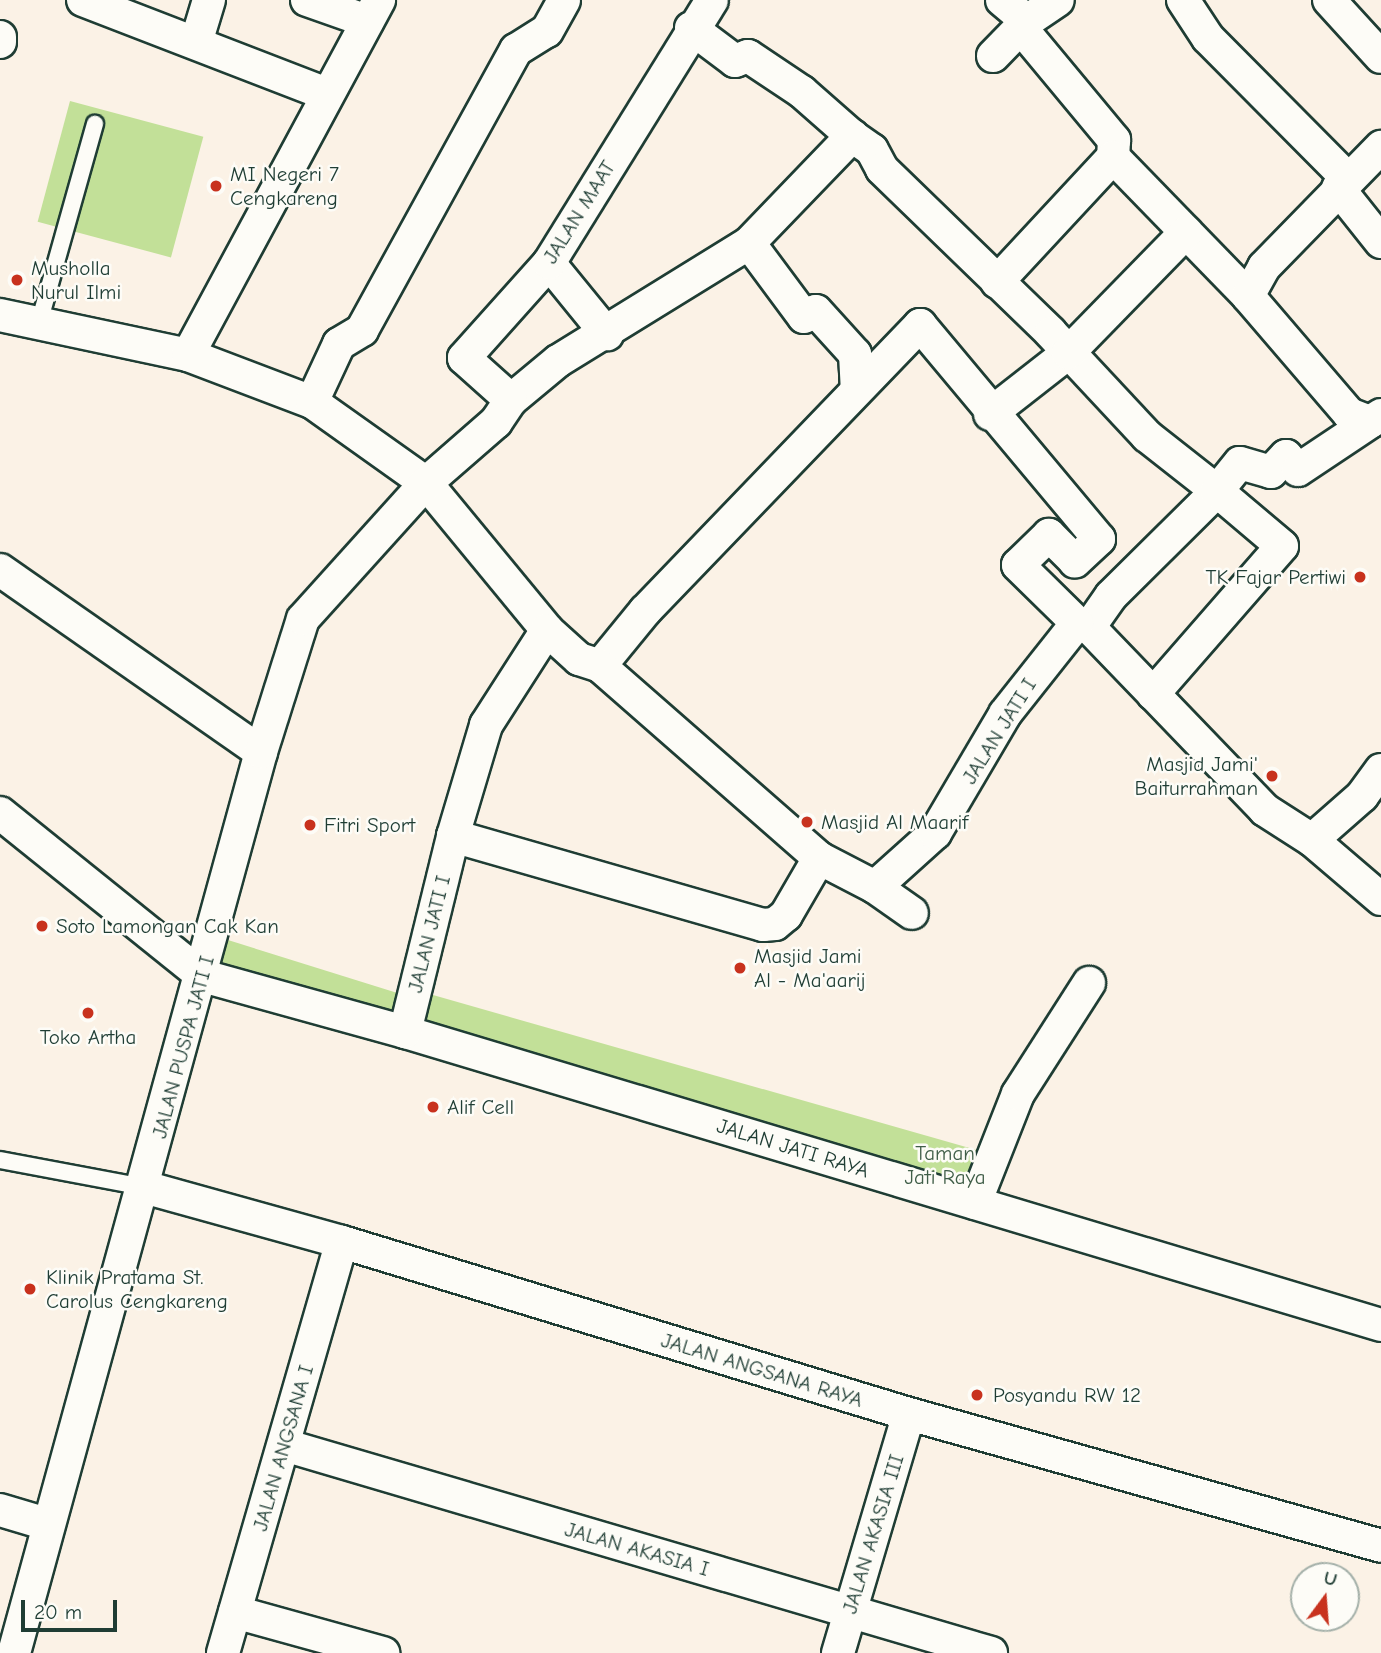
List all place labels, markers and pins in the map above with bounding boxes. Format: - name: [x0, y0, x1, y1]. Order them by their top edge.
- place label: MI Negeri 7 Cengkareng: [230, 161, 339, 211]
- marker: MI Negeri 7 Cengkareng: [208, 178, 224, 194]
- place label: Musholla Nurul Ilmi: [31, 255, 121, 305]
- marker: Musholla Nurul Ilmi: [9, 272, 25, 288]
- place label: TK Fajar Pertiwi: [1206, 564, 1346, 590]
- marker: TK Fajar Pertiwi: [1352, 569, 1368, 585]
- place label: Masjid Jami' Baiturrahman: [1134, 751, 1258, 801]
- marker: Masjid Jami' Baiturrahman: [1264, 768, 1280, 784]
- place label: Masjid Al Maarif: [821, 809, 968, 835]
- place label: Fitri Sport: [324, 812, 415, 838]
- marker: Masjid Al Maarif: [799, 814, 815, 830]
- marker: Fitri Sport: [302, 817, 318, 833]
- place label: Soto Lamongan Cak Kan: [56, 913, 279, 939]
- marker: Soto Lamongan Cak Kan: [34, 918, 50, 934]
- place label: Masjid Jami Al - Ma'aarij: [754, 943, 866, 993]
- marker: Masjid Jami Al - Ma'aarij: [732, 960, 748, 976]
- marker: Toko Artha: [80, 1005, 96, 1021]
- place label: Toko Artha: [40, 1024, 136, 1050]
- place label: Alif Cell: [447, 1094, 514, 1120]
- marker: Alif Cell: [425, 1099, 441, 1115]
- place label: Klinik Pratama St. Carolus Cengkareng: [46, 1264, 228, 1314]
- marker: Klinik Pratama St. Carolus Cengkareng: [20, 1279, 40, 1299]
- place label: Posyandu RW 12: [993, 1382, 1141, 1408]
- marker: Posyandu RW 12: [967, 1385, 987, 1405]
========
#### Work task
Repeat the listing word for word. Leave images out.

#### Response
List all place labels, markers and pins in the map above with bounding boxes. Format: - name: [x0, y0, x1, y1]. Order them by their top edge.
- place label: MI Negeri 7 Cengkareng: [230, 161, 339, 211]
- marker: MI Negeri 7 Cengkareng: [208, 178, 224, 194]
- place label: Musholla Nurul Ilmi: [31, 255, 121, 305]
- marker: Musholla Nurul Ilmi: [9, 272, 25, 288]
- place label: TK Fajar Pertiwi: [1206, 564, 1346, 590]
- marker: TK Fajar Pertiwi: [1352, 569, 1368, 585]
- place label: Masjid Jami' Baiturrahman: [1134, 751, 1258, 801]
- marker: Masjid Jami' Baiturrahman: [1264, 768, 1280, 784]
- place label: Masjid Al Maarif: [821, 809, 968, 835]
- place label: Fitri Sport: [324, 812, 415, 838]
- marker: Masjid Al Maarif: [799, 814, 815, 830]
- marker: Fitri Sport: [302, 817, 318, 833]
- place label: Soto Lamongan Cak Kan: [56, 913, 279, 939]
- marker: Soto Lamongan Cak Kan: [34, 918, 50, 934]
- place label: Masjid Jami Al - Ma'aarij: [754, 943, 866, 993]
- marker: Masjid Jami Al - Ma'aarij: [732, 960, 748, 976]
- marker: Toko Artha: [80, 1005, 96, 1021]
- place label: Toko Artha: [40, 1024, 136, 1050]
- place label: Alif Cell: [447, 1094, 514, 1120]
- marker: Alif Cell: [425, 1099, 441, 1115]
- place label: Klinik Pratama St. Carolus Cengkareng: [46, 1264, 228, 1314]
- marker: Klinik Pratama St. Carolus Cengkareng: [20, 1279, 40, 1299]
- place label: Posyandu RW 12: [993, 1382, 1141, 1408]
- marker: Posyandu RW 12: [967, 1385, 987, 1405]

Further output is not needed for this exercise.